Es noticia
La princesa de Gales y los graves errores de la familia Windsor
  1. Mundo
  2. Europa
José Antonio Zarzalejos

Por

La princesa de Gales y los graves errores de la familia Windsor

Una pésima gestión de la transparencia ha llevado a la familiar real británica a una crisis en la que la sombra de Isabel II adquiere toda su significación. Han fallado las alarmas de los Windsor en el caso de la princesa de Gales

Foto: Una imagen de Kate Middleton en el vídeo de su comunicado. (BBC)
Una imagen de Kate Middleton en el vídeo de su comunicado. (BBC)
EC EXCLUSIVO Artículo solo para suscriptores

La Corona es en toda monarquía constitucional y parlamentaria una institución familiar, porque se transmite por fallecimiento o por renuncia o abdicación de su titular, bien en línea descendente, bien colateral. En lo que va de siglo se han producido las abdicaciones, por diferentes razones, del gran duque Juan de Luxemburgo (2000) sucedido por su hijo Henri, de la reina Beatriz de los Países Bajos (2013) que dejó la jefatura del Estado en manos de su hijo Guillermo, del rey de los belgas, Alberto II (2013) reinando ahora su primogénito, Felipe, del rey Juan Carlos de España (2014) que abdicó en Felipe VI y en diciembre del pasado año de la reina Margarita de Dinamarca que renunció para que reinase su hijo Federico.

La irrepetible Isabel II

El fallecimiento el 8 de septiembre de 2022 de la reina Isabel de Inglaterra desató la automática previsión sucesoria y el trono pasó a su hijo mayor, el actual Carlos III y marcó un antes y un después en las monarquías europeas que se reflejaron tanto en la soberana británica como en las teorizaciones políticas de la Corona que tuvieron en los ensayos victorianos de Walter Bagehot una referencia general y, en particular, el publicado en 1867 bajo el título de La Constitución inglesa, un texto aún con vigencia.

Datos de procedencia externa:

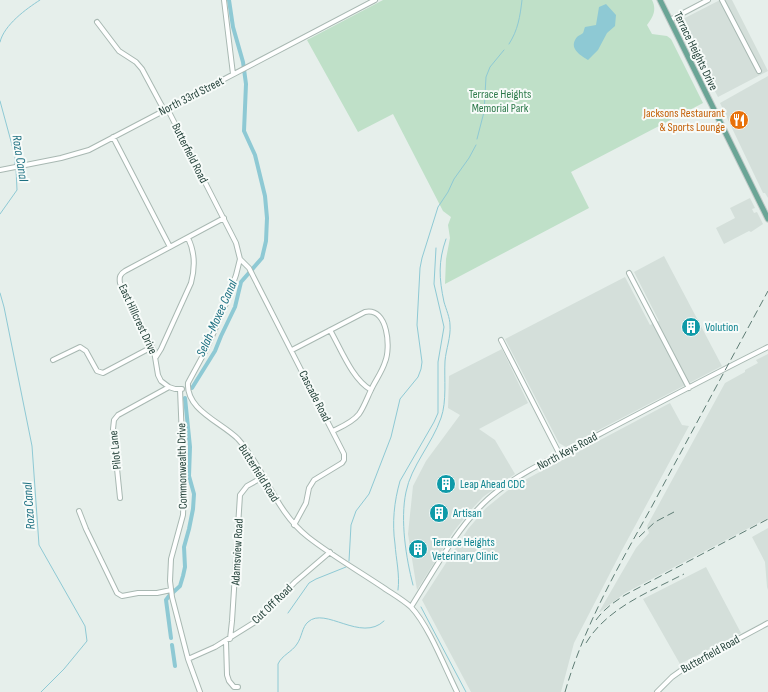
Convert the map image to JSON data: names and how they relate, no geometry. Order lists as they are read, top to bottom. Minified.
{"streets":{"main road":["Terrace Heights Drive"],"street":["North 33rd Street","Butterfield Road","East Hillcrest Drive","Cascade Road","Pilot Lane","North Keys Road","Commonwealth Drive","Adamsview Road","Cut Off Road"]},"crossings":[["North 33rd Street","Butterfield Road"],["Butterfield Road","Cascade Road"],["Butterfield Road","North Keys Road"],["Butterfield Road","Adamsview Road"],["Butterfield Road","Cut Off Road"],["East Hillcrest Drive","Pilot Lane"],["Commonwealth Drive","Cut Off Road"],["Adamsview Road","Cut Off Road"]],"water":["Roza Canal","Selah-Moxee Canal"],"parks":["Terrace Heights Memorial Park"],"places":{"restaurant":["Jacksons Restaurant & Sports Lounge"],"building":["Volution","Leap Ahead CDC","Artisan","Terrace Heights Veterinary Clinic"]}}
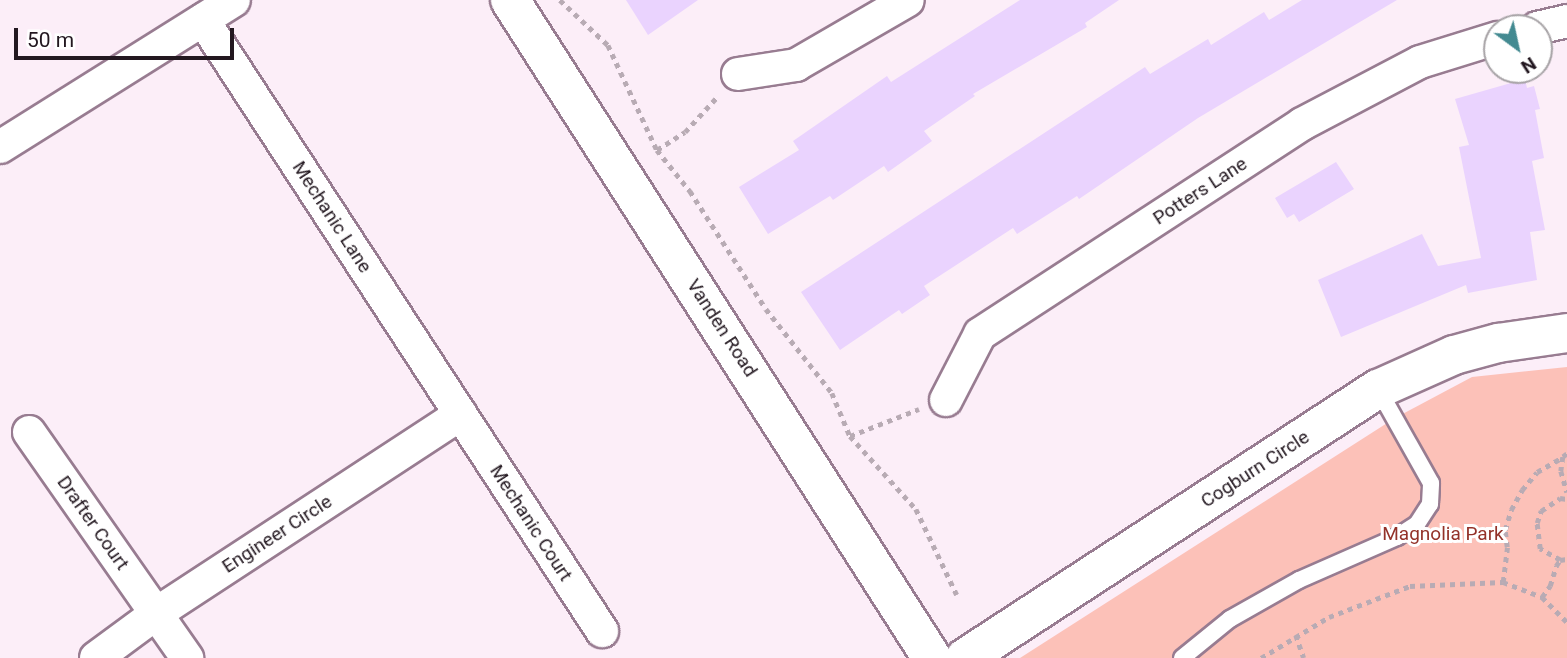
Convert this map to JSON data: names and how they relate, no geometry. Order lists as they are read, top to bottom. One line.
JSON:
{"streets":{"street":["Potters Lane","Mechanic Lane","Vanden Road","Cogburn Circle","Drafter Court","Mechanic Court","Engineer Circle"]},"crossings":[["Mechanic Lane","Mechanic Court"],["Mechanic Lane","Engineer Circle"],["Drafter Court","Engineer Circle"],["Mechanic Court","Engineer Circle"]],"parks":["Magnolia Park"],"scale_bar":"50 m","north":"bottom right"}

La familia Windsor, ahora reinante, trae causa, no de una línea descendente sino colateral, ya que el abuelo del actual rey Carlos III, Jorge VI, era hermano del rey Eduardo VIII, que abdicó en 1936 para contraer matrimonio con Wallis Simpson, que, al estar divorciada implicaba una unión que contravenía las normas de la Iglesia Anglicana de Inglaterra, de la que el monarca era cabeza y defensor. Tampoco el actual rey de los belgas, Felipe, viene de línea descendiente, sino colateral, ya que su padre, Alberto II, era hermano del rey Balduino, que falleció sin que la reina, la española Fabiola, tuviera hijos. Y, en fin, habría también que señalar que el abuelo de nuestro rey, don Juan de Borbón, no fue el primogénito de Alfonso XIII, sino el tercero de los varones que el monarca destronado en 1931 tuvo en su matrimonio con Victoria Eugenia de Battenberg.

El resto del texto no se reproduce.